Mi tía sopesa las posibilidades:

(Si llevo a la niña al servicio, tengo que salir de la sala, bajar las escaleras, sentarla en el váter, esperar que lo haga, volverla a vestir, subir corriendo la escalinata, entrar en la sala, buscar nuestra butaca, sentarnos… ¡y nos hemos perdido el final de la acción de la película!)

Entonces en voz muy queda, habla con la niña, de manera que solo nos enterásemos nosotros:

-Pitusita: ¡Agáchate aquí a mi lado que te tapo con el abrigo y haz pis en el suelo!

-Marisa, mi prima: ¡mamá, por favor!

-Mi primo, y yo: ¡jo, jo…!

Pitusa, que se baja las bragas, mi tía le pone el abrigo por encima de la cabeza tapando todo el cuerpo, y la pobre que ya no puede más comienza a expulsar.

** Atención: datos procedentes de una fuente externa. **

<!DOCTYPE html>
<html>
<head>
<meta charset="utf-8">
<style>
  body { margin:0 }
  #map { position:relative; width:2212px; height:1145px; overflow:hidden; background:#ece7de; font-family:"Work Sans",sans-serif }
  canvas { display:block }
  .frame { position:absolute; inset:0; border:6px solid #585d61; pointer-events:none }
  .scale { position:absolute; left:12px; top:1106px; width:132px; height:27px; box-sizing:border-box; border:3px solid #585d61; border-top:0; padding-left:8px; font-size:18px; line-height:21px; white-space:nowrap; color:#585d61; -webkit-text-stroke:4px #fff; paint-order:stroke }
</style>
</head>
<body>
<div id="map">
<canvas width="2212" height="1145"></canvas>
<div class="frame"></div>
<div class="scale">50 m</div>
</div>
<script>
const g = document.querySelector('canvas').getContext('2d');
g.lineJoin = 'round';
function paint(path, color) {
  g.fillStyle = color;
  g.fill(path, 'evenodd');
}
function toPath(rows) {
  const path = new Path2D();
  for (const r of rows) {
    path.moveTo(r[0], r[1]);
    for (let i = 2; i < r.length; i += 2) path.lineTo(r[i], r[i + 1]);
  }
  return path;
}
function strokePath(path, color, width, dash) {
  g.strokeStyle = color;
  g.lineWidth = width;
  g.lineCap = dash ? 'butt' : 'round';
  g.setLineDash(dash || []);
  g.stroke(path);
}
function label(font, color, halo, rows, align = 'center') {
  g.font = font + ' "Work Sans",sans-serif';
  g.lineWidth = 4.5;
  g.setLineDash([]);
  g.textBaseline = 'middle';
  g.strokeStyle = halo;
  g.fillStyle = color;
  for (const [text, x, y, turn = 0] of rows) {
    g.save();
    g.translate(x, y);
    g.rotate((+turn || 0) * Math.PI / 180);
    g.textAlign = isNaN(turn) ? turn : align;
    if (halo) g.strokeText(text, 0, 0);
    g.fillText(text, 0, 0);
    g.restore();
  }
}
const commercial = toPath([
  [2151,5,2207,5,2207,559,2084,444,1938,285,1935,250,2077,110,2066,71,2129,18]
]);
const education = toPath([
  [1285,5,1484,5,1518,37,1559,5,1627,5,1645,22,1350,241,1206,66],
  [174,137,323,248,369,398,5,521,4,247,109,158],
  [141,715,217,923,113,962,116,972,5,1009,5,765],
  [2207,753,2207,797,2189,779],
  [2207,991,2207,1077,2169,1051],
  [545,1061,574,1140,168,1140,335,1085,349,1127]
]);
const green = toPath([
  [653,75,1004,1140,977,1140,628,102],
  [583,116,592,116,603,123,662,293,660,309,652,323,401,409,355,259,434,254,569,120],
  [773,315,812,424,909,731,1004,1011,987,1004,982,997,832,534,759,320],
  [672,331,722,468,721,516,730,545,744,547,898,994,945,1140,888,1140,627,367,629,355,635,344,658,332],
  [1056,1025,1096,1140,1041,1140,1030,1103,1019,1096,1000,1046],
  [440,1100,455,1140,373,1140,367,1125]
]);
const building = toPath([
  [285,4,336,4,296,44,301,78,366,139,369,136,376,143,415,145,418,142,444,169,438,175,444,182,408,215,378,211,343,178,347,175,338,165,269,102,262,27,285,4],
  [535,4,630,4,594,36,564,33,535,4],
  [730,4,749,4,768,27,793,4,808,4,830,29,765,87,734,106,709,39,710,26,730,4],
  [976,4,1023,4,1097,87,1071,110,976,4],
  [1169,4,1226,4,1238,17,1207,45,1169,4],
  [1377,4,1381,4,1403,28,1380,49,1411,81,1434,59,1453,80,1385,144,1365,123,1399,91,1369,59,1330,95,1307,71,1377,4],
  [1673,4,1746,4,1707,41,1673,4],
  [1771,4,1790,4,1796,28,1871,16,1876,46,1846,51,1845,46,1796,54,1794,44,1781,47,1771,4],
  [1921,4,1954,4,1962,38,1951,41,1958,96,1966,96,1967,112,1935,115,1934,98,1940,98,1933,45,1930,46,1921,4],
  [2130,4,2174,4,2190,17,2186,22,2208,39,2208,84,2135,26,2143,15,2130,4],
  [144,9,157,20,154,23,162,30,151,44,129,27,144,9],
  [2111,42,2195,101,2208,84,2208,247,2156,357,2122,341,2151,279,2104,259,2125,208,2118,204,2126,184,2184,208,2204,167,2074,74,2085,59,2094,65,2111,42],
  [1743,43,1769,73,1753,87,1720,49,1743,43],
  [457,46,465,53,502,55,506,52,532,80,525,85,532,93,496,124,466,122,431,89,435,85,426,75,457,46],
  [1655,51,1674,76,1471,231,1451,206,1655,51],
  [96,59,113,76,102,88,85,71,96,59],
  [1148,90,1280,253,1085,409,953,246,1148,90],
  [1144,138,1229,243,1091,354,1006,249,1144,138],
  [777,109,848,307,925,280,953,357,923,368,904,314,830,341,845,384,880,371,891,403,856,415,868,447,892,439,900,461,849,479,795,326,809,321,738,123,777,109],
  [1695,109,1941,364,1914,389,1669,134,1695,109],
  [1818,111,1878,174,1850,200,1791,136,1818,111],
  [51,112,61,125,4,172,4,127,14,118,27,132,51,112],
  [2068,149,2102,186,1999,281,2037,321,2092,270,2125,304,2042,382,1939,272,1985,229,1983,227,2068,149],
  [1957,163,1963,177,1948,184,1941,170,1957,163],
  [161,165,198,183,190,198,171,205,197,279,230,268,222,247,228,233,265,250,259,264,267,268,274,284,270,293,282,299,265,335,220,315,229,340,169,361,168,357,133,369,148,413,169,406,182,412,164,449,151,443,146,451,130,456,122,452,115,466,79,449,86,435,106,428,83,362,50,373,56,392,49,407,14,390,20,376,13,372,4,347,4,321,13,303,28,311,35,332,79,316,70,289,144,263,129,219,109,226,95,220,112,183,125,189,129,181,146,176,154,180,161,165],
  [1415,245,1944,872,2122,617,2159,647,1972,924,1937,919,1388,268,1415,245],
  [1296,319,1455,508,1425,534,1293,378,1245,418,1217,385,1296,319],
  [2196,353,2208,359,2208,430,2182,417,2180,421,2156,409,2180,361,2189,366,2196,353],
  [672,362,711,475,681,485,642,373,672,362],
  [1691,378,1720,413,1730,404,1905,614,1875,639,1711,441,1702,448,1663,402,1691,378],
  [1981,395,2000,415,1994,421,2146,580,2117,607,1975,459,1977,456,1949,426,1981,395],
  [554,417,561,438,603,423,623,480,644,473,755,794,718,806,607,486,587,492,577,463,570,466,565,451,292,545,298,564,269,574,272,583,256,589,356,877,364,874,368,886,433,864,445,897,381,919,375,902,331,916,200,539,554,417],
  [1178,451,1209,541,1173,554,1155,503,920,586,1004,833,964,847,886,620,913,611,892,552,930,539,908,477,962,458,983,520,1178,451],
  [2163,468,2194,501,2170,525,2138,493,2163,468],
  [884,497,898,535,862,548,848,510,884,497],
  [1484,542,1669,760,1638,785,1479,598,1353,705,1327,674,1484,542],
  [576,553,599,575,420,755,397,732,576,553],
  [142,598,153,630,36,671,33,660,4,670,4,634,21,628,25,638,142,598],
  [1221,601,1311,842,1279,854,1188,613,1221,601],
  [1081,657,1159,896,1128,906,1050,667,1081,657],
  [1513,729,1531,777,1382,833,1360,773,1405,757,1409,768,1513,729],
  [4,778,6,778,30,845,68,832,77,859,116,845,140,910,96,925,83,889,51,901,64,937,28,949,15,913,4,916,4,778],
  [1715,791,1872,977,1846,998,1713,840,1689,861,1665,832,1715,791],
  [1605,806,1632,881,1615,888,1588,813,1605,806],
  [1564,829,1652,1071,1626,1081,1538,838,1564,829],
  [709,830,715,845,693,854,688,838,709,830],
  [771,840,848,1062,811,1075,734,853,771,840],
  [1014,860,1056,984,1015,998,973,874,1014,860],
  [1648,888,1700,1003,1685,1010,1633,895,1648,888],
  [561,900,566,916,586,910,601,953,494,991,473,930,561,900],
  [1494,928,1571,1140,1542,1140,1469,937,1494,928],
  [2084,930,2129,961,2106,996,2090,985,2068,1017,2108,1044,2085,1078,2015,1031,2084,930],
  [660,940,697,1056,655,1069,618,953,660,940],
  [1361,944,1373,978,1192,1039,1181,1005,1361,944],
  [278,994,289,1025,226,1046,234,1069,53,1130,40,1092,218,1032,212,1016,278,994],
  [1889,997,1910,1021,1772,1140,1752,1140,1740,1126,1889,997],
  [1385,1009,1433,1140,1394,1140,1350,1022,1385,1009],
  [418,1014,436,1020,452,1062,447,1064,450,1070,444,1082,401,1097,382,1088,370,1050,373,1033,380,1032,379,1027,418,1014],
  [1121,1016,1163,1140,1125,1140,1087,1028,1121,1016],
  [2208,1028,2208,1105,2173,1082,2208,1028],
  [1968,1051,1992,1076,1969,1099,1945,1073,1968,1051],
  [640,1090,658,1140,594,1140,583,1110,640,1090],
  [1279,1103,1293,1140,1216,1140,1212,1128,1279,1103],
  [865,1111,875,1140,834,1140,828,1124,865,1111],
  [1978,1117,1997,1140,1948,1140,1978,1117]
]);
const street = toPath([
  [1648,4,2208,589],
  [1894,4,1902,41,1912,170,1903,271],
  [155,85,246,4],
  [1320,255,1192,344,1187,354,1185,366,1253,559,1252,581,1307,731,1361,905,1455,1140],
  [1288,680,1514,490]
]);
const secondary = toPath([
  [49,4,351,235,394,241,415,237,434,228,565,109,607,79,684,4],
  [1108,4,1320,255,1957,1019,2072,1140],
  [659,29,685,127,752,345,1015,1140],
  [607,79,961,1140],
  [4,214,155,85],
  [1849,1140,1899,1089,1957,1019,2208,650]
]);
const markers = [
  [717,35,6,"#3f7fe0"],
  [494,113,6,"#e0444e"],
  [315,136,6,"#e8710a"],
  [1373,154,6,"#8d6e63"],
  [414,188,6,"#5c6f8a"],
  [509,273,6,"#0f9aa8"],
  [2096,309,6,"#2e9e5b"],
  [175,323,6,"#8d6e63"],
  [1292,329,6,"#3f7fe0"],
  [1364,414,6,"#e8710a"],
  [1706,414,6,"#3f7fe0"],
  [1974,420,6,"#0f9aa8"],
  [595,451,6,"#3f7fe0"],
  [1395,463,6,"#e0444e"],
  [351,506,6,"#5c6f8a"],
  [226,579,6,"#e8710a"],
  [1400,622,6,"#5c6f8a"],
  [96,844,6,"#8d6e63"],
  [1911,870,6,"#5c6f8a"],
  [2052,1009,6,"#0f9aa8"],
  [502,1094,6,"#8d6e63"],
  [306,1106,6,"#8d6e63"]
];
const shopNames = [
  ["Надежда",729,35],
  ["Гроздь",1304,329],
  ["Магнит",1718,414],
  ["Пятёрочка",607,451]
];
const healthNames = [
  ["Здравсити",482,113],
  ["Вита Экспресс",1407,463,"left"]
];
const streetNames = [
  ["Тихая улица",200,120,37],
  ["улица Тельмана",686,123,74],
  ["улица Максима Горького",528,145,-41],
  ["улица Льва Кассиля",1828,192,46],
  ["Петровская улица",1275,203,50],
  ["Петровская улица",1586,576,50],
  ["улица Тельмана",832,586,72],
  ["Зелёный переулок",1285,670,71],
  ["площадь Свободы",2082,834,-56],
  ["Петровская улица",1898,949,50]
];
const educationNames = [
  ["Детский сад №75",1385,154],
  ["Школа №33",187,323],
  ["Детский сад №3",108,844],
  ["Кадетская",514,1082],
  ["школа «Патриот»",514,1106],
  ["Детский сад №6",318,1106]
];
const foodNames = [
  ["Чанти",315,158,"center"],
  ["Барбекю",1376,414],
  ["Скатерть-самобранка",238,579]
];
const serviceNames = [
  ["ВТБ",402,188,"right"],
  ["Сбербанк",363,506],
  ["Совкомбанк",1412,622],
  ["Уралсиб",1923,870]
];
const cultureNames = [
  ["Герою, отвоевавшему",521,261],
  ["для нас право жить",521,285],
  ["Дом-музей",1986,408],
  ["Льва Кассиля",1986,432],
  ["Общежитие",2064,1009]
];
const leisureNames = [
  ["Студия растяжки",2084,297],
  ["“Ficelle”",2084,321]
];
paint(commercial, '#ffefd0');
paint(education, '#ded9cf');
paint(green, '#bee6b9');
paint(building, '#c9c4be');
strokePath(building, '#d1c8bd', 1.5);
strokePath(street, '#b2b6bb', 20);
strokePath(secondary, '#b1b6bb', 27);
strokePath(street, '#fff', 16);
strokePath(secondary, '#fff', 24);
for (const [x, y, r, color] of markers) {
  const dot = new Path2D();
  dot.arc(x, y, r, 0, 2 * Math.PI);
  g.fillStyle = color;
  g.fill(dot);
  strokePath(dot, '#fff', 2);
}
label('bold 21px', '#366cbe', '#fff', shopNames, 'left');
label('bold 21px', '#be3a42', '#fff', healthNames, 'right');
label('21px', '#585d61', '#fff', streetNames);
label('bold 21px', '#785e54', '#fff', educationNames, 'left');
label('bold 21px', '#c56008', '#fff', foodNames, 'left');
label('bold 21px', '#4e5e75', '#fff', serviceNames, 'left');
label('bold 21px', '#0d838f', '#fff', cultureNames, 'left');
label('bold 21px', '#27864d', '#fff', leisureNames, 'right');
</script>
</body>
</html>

Queridos lectores, os aseguro que la niña tenía razón, tenía muchas ganas.

De hecho recuerdo aquel sonido, que parecía interminable, chssssss…, el entarimado de madera del cine inclinado hacia delante hacía que el río discurriese bravamente, sin canalizar, directo hacia la zona de la pantalla.

En aquel momento parecía que la función era eterna, es posible que la niña no tuviese fondo, es posible que perdurase días y días orinando.

Mi tía no podía más:

-¡Termina Pitusita!

-¡No puedo, tía! Tengo muchas ganas.

Mi prima Marisa:

-¡Por favor mamá!

La niña sigue, y sigue…

En ese momento, vemos aparecer por la puerta de la sala, el terrible acomodador con su linterna.

El ruido se sigue escuchando, el acomodador acecha con su luz, aunque todavía sin identificar el origen del sonido.

Mi tía Pacucha:

-¡Acaba Pitusita!

-¡Que no puedo parar!

Marisa:

-¡Por favor!

Pacucha:

-¡Tápate bien, que no te vean!

Pitusa:

-¡Que me ahogo!

El acomodador alumbrado para todos lados, sin poder identificar lo que pasaba.

Pitusa va parando de orinar, y mi primo Daniel que está más cerca de pasillo advierte:

-¡La meada llega hasta la pantalla, recorre por lo menos cinco o seis filas!

Mi tía Pacucha piensa y decide:

“Cuando se encienda la luz se descubrirá el pastel”, avisados estáis, en el momento que termine la película, y antes de que ponga “Fin”, con abrigo o sin abrigo, hay que levantarse como balas y precipitarnos a la calle. Tendremos que salir antes de que encienda la luz de la sala.

Nuestra agilidad juvenil, aguijoneada con la diligencia de mi tía Pacucha, hizo que saliéramos todos corriendo, muertos de risa.


Hoy recordando, pienso que sin saber qué película estuve viendo aquel día, fue para mí, una de las mejores sesiones de cine que ha vivido en mi infancia.